More lifeless than the zombies it has so much fun killing.
Considering the reviews of all of the films that have preceded it, as well as the success of practically every other video game adaptation in cinema history, it’s honestly shocking to think that the Resident Evil franchise has made it to its sixth installment this year with Resident Evil: The Final Chapter. Luckily, this one has been marketed and packaged as truly the final addition to the Resident Evil films, and at this point, such an end could only be seen as some kind of mercy for a franchise that should have ended a long time ago.
Resident Evil: The Final Chapter opens as Milla Jovovich’s Alice emerges from the sewers running underneath a barren and overrun Washington D.C., returning to the surface for the first time in years. Not much is known about why Alice comes back, other than that she is supposed to meet someone (or something) who has vital information to give her. This results in Alice journeying back to Raccoon City and the Hive in a last ditch effort to try and save humanity from being completely extinguished once and for all.
That’s the basic premise of The Final Chapter, which is at times then twisted and stretched out to ungodly degrees throughout, often to make room for set pieces or half-hearted emotional beats that very rarely land with much more than a whimper. Maybe the most frustrating part of The Final Chapter, however, and basically the entirety of the Resident Evil franchise, is the legitimate promise it has to be a fun, stylistic action/horror franchise.
As fans of the franchise are probably already aware too, a majority of that potential comes from Milla Jovovich, who’s proven time and time again that she can bring a certain level of charisma and life to her roles. Combining that with her willingness to perform as many of her own stunts as possible, plus her efficiency at actually pulling them off, she has the potential to be a female action star with legitimate star power and pull on screen. That is, if she wasn’t buried underneath some of the worst editing and CGI action scenes that contemporary cinema has ever seen.
Unlike some of the other prominent action franchises in cinema today, like Fast and the Furious or John Wick, which have benefitted from strong filmmakers bringing new life to each installment, the fact of the matter is that Paul W.S. Anderson doesn’t have the technical prowess or finesse to give Resident Evil the kind of edgy, blood-pumping action that it so very clearly is capable of creating. Which is a shame considering how much love he seems to evidently have for the franchise and world of Resident Evil, even though none of that is able to be translated to the big screen in any coherent or appreciable way. Instead, it just ends up feeling like nothing more than a collage of ideas of characters or action scenes, rather than palpable versions of either.

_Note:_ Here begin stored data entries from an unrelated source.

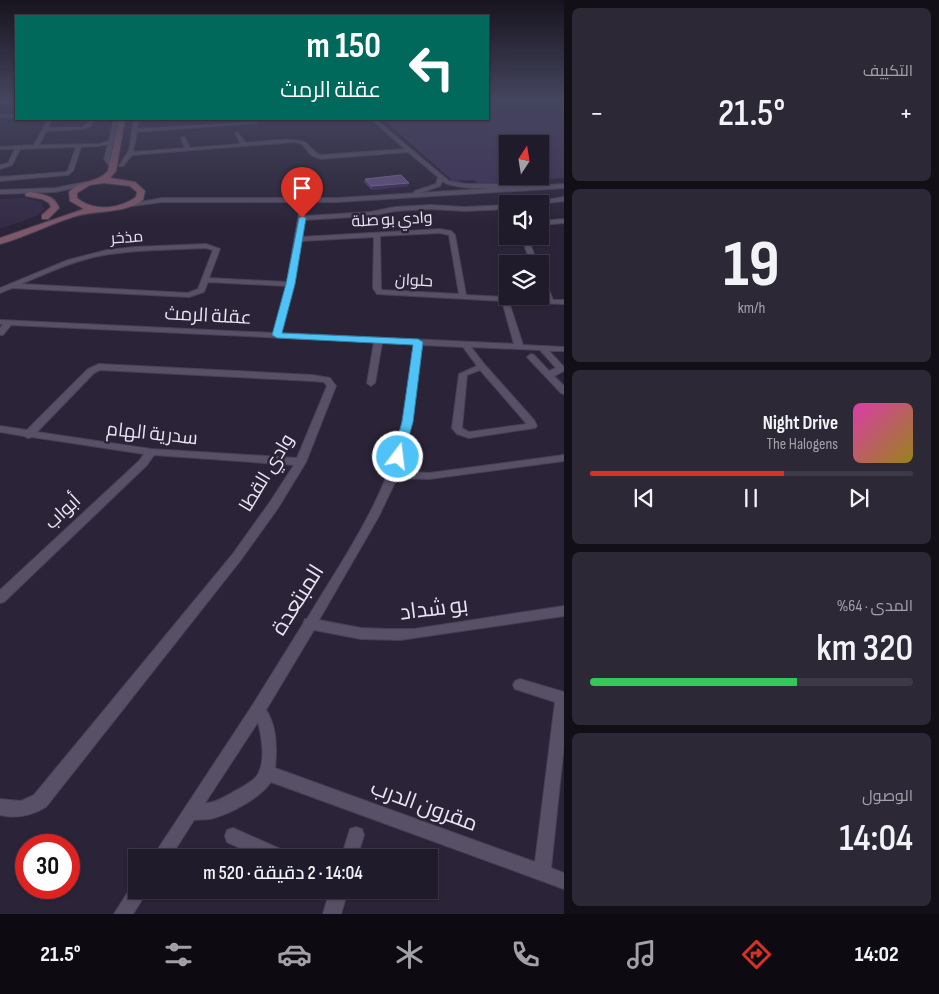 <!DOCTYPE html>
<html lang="ar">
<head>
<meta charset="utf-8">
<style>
	body { margin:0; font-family:"Sofia Sans Condensed",Cairo,sans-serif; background:#2d2836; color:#f1f3f6; direction:rtl; height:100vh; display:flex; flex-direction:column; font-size:19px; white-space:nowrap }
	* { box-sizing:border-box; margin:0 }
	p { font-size:16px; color:#a2a1a8 }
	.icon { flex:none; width:28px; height:28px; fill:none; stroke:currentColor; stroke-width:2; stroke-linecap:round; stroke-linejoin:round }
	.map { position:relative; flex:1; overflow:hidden; direction:ltr }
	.drawer { display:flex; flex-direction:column; gap:8px; padding:8px; background:#120f17; width:375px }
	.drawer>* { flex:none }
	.guide { position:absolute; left:15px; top:15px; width:474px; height:105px; border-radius:0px; box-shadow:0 1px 4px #0004,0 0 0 1px #3d3947; direction:rtl; background:#00695c; color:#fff; overflow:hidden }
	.needle { width:32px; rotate:12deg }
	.buttons { position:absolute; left:499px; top:135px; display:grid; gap:10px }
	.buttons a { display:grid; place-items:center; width:50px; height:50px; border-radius:0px; background:#201b2a; box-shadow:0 1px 4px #0004,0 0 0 1px #3d3947; font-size:25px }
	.speed { position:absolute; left:15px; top:834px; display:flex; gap:10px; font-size:25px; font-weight:700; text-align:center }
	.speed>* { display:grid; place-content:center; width:65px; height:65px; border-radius:50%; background:#201b2a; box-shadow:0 1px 4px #0004,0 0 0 1px #3d3947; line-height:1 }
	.speed .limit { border:8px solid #d22; background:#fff; color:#111 }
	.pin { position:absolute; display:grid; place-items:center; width:42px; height:42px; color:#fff; margin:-51px -21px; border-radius:50% 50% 50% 0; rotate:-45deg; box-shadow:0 0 5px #0007 }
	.pin .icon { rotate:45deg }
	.me { position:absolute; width:55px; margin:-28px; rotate:15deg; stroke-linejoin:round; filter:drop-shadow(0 0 4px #0008) }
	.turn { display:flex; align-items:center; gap:18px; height:105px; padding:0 25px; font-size:22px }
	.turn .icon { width:65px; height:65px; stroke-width:2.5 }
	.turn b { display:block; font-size:35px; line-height:42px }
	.big { font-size:38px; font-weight:600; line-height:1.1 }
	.drawer .widget { flex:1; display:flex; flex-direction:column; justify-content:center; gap:8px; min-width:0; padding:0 18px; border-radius:8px; background:#2d2836 }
	.drawer .dial { align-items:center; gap:0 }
	.dial b { font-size:65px; line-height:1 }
	.song { display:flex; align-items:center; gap:15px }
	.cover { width:60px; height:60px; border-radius:8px; background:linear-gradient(135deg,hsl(320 70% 55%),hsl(50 70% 35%)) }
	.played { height:5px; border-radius:2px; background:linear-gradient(90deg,#d93025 60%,#3d3947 60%) }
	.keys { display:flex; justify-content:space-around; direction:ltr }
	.heat { display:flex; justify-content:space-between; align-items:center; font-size:28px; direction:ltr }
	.charge { height:8px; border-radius:4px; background:linear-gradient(90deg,#34c759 64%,#3d3947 0) }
	.trip { position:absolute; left:128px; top:849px; width:310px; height:50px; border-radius:0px; background:#201b2a; box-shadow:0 1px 4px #0004,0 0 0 1px #3d3947; font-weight:600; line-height:50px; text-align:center; direction:rtl }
	.menu { display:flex; height:80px; justify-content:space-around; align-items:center; background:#0d0b11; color:#a2a1a8 }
	.menu .icon { width:35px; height:35px }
	.menu .on { color:#d93025 }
	.menu b { font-size:22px; color:#f1f3f6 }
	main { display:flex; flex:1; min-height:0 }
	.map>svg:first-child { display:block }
</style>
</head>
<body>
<main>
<section class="drawer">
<div class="widget"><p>التكييف</p>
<div class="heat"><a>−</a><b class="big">21.5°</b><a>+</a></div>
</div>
<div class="widget dial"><b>19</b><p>km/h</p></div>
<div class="widget">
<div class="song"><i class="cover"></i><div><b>Night Drive</b><p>The Halogens</p></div></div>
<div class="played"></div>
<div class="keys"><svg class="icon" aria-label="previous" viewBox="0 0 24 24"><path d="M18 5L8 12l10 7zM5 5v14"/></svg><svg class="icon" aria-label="pause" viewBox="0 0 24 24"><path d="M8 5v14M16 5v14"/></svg><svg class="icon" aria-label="next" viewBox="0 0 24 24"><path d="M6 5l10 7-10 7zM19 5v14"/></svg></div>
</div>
<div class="widget"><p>المدى · 64%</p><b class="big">320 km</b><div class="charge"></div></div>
<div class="widget"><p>الوصول</p><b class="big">14:04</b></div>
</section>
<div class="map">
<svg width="564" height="914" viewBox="0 0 564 914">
	<rect width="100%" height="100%" fill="#2b2438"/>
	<polygon fill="#352b46" points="24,198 41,202 44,210 36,216 0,229 0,199"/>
	<path fill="#413258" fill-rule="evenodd" d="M488 99H564V178L480 184 473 180 453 181 385 121 387 119H488ZM508 144H540V176H508Z"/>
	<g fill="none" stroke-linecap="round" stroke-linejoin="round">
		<g stroke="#474052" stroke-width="2">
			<g id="minor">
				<polygon points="16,101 16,103 0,104 0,102"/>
				<rect x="0" y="115" width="16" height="2"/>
				<polygon points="48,119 52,119 48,128 82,127 87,124 89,119 93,119 91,126 83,129 46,131 39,145 99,144 109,141 114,119 118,119 110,159 114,167 110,167 104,159 108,144 99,146 81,147 73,171 68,175 0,181 0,177 65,172 68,170 76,147 20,149 12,165 0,169 0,165 8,163 15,149 0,149 0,147 34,145"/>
				<path d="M134 119H138L137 129 255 122 257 123 137 132 133 152 185 148 181 138 183 137 185 138 190 148 241 144 235 133 237 132 246 143C259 142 296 136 306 143 312 147 313 153 321 155L405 149 371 119H375L449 181 466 184H519L522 186 519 188C501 188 455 191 442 181L440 186 417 194 414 192 415 191 436 184 438 177 408 152 321 159 312 156 302 144 295 142 132 155 123 166H119L129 150Z"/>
				<polygon points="564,197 564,201 539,204 519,204"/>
				<path d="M309 200 314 201 306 208 305 216 370 212 395 207 430 205 465 207 508 205V209L465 211 430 209 395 211 370 216 304 220 301 237 440 229 451 231 455 235 466 295 545 299 540 286V275L544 277 553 300H564V304L509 302 523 345 564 347V351H549L564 367V371L554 376 564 386V394L561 393 527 357 531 354 534 355 549 371 556 368 540 350 471 347 485 365 534 420 537 426 535 428 469 438 457 434 452 428 459 374 477 366 463 347 422 345 412 422 399 471 429 473 564 455V461L429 479 397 478 379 516 319 620 361 628 387 629H414L564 606V616L400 640 361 639 314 630 266 710C277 726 277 749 275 768L535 862 555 702 515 689 513 685 515 681 520 679 564 692V745L551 868 564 873V889L271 782C261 797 232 813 214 818 208 820 201 819 194 820L170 858H152L252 706 303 624 305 619H307C335 572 367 526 387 475 404 434 407 388 414 344L382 343 375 383 371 386 367 383 374 342 11 325 3 335H0V328L3 324H0V320L274 333 286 286 208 282 204 292 189 297 12 288 0 293V288L68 260 107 250 135 247 206 244 220 249 209 278 287 282 300 207ZM440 233 449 235 459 294 382 290 381 288 380 236ZM374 237 373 288 377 294 502 301 514 344 281 333 294 284 301 241ZM206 248 213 250 198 289 188 293 21 284C45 274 68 263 94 257 130 249 169 250 206 248ZM480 370 526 423 527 424 469 432 462 428 467 375ZM258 722C262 738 267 767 254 779 247 785 238 789 230 794 222 798 215 803 205 803Z"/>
				<polygon points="564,219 564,223 540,225 540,221"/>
				<polygon points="521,236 527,236 538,264 531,264"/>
				<path d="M99 364 312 375 330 378 336 386 306 462 278 508 240 561 46 807C31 816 17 819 0 815V799L21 801 34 795 232 555 270 502 294 465 154 455 147 465 4 602 0 603V590L139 461 144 454 32 437 28 438 24 436 0 432V426L27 430 88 369ZM100 370 312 381 324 382 327 386 297 458 151 449 37 432 94 373Z"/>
				<polygon points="356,827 362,829 364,835 357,858 341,858 350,829"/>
				<polygon points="233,828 287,852 289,858 261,858 227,842 225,836 227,830"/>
				<polygon points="136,883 136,890 148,890 133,914 114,914 133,884"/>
				<polygon points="330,890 348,890 341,914 323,914"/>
			</g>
		</g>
		<g stroke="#474052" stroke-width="2">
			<g id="tertiary">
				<polygon points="86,182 88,183 88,185 55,192 0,194 0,190 55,188"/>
				<polygon points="564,184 564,188 337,202 162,202 133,206 129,204 162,198 337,198"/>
			</g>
		</g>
		<g stroke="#474052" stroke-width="2">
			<g id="secondary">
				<path d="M119 119H125L116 171 110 178 135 182 145 191 143 200C122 215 96 209 73 217 48 225 25 237 0 244V238L84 209 70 201 69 192C80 180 98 183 108 171ZM104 183 130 186 137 192 136 197C120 209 93 212 77 198V193L90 185Z"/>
				<path d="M29 192C41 194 55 195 59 208L48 219H42V215L51 207 49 203 42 199 26 196 25 194Z"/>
			</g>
		</g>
		<use href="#minor" fill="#585067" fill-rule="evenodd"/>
		<use href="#tertiary" fill="#585067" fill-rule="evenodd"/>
		<use href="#secondary" fill="#7e5769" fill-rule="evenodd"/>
	</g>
	<polygon fill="#584279" points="365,179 408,186 372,190 364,182"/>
	<polygon fill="#3f2f5a" points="409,183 408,186 372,190 372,186"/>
	<polygon fill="#675486" stroke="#7c6a97" points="401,175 409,183 372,186 365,179"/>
	<linearGradient id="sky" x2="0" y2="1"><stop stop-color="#18141f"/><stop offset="0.44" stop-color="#44455e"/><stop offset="1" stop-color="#44455e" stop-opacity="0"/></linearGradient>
	<rect width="564" height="227" fill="url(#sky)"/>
	<polygon fill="#4fc3f7" stroke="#337fa1" points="302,216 306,218 295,284 282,333 418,339 423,342 413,422 402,460 394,460 392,457 402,422 413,345 277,338 272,335 286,284 299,218"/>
	<g text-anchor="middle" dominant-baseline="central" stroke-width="5" stroke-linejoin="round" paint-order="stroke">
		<g font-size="16" fill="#e8e4f2" stroke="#2b2438">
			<text transform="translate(392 220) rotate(-3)">وادي بو صلة</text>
			<text transform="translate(127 238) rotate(-4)">مذخر</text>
			<text transform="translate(414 281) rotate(3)">حلوان</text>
		</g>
		<g font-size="19" fill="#e8e4f2" stroke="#2b2438">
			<text transform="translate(208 316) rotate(3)">عقلة الرمث</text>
			<text transform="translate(152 434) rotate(6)">سدرية الهام</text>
			<text transform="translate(267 473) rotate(-59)">وادي القطا</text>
			<text transform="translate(63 512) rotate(-43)">أبواب</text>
		</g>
		<g font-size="22" fill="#e8e4f2" stroke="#2b2438">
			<text transform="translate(298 600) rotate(-58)">المبتعدة</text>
			<text transform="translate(434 609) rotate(-7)">بو شداد</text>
			<text transform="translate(424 806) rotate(20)">مقرون الدرب</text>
		</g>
	</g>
</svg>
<div class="buttons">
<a><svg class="needle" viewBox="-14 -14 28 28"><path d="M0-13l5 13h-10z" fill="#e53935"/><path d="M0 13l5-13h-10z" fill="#a2a1a8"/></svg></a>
<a><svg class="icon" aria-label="sound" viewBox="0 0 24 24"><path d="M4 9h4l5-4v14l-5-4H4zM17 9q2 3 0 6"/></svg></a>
<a><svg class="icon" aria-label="layers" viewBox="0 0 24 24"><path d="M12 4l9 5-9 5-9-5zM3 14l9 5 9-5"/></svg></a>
</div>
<div class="speed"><div class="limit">30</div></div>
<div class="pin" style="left:302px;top:218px;background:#d93025"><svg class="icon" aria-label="arrive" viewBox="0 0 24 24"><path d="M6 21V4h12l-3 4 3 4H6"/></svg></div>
<svg class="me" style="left:398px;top:457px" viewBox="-20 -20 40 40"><circle r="17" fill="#4fc3f7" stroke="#fff" stroke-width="3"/><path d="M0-11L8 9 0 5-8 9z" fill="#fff"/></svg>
<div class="trip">14:04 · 2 دقيقة · 520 m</div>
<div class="guide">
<div class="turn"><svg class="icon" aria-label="left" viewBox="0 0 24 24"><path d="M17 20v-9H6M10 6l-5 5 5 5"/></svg><div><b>150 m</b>عقلة الرمث</div></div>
</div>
</div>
</main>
<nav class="menu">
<b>14:02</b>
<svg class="icon on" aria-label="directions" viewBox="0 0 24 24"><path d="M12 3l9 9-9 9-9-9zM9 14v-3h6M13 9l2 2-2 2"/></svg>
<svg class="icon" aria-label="music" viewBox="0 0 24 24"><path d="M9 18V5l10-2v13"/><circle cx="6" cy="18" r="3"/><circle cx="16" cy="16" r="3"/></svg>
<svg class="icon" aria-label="phone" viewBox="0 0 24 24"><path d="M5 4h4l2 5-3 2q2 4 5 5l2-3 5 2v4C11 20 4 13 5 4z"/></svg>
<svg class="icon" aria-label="climate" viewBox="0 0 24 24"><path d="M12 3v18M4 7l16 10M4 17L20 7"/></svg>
<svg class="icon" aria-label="car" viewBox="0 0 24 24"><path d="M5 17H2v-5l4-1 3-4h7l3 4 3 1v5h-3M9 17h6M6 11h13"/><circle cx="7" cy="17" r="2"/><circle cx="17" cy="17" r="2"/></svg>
<svg class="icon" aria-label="filters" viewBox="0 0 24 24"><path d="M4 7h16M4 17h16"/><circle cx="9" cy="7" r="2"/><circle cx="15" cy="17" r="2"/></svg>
<b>21.5°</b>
</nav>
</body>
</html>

Along her journey, Alice predictably runs across a number of both familiar and new characters, including Ali Larter’s Claire Redfield and Iain Glen’s villainous Dr. Alexander Isaacs, the latter of whom seems to have been devolved down into nothing more than just a bunch of heavy-handed religious and political metaphors. Similar to Jovovich, both Larter and Glen are capable actors in their own right, with the same level of enthusiasm for their stunts that Jovovich brings to hers. But where Claire and Alice’s pre-existing relationship could have given The Final Chapter a much-needed emotional throughline, it’s instead chopped up and rushed over in favor of nonsensical action set pieces and way too many scenes of tedious plotting.
Any chance the actors have of creating legitimate chemistry between the film’s characters, or bringing their own charisma to their roles is extinguished within moments of their introductions. Even Ruby Rose, who has such on screen energy and action prowess that she could have resurrected the whole film, is so underutilized and wasted that you’ll almost feel thankful the actress didn’t waste any more of her time and talent on a character who’s almost as thinly written as some of the prominent CGI monsters Alice fights throughout.
For fans of the franchise, a few of The Final Chapter’s reveals and last-minute twists may add interesting layers to the Resident Evil canon, but the film is so overstuffed and frantic that none of them are truly given the weight that they deserve or need to even matter. Not to mention how quickly it seems Anderson is willing to contradict everything about the twists themselves. Some of the action scenes are interestingly staged — like one involving Jovovich’s Alice hanging upside down surrounded by a group of armed gunmen, or a fight between Alice and Isaacs on top of a moving vehicle, which if you can get past the film’s choppy, overenthusiastic editing — may offer brief moments of excitement in an otherwise boring and predictable film.
Like most of the previous Resident Evil films, The Final Chapter is a pointless mess from beginning to end, and acts as an unfortunate reminder of why January gets such a bad rap amongst moviegoers. The film breaks its own rules, and undercuts any chance it has at creating anything even remotely close to feeling real. In the end, it’s not all that different from being bitten by a zombie; you hope to God that it never happens, because of how painful it is to endure, but once it starts, you just want it to end as quickly as humanly possible.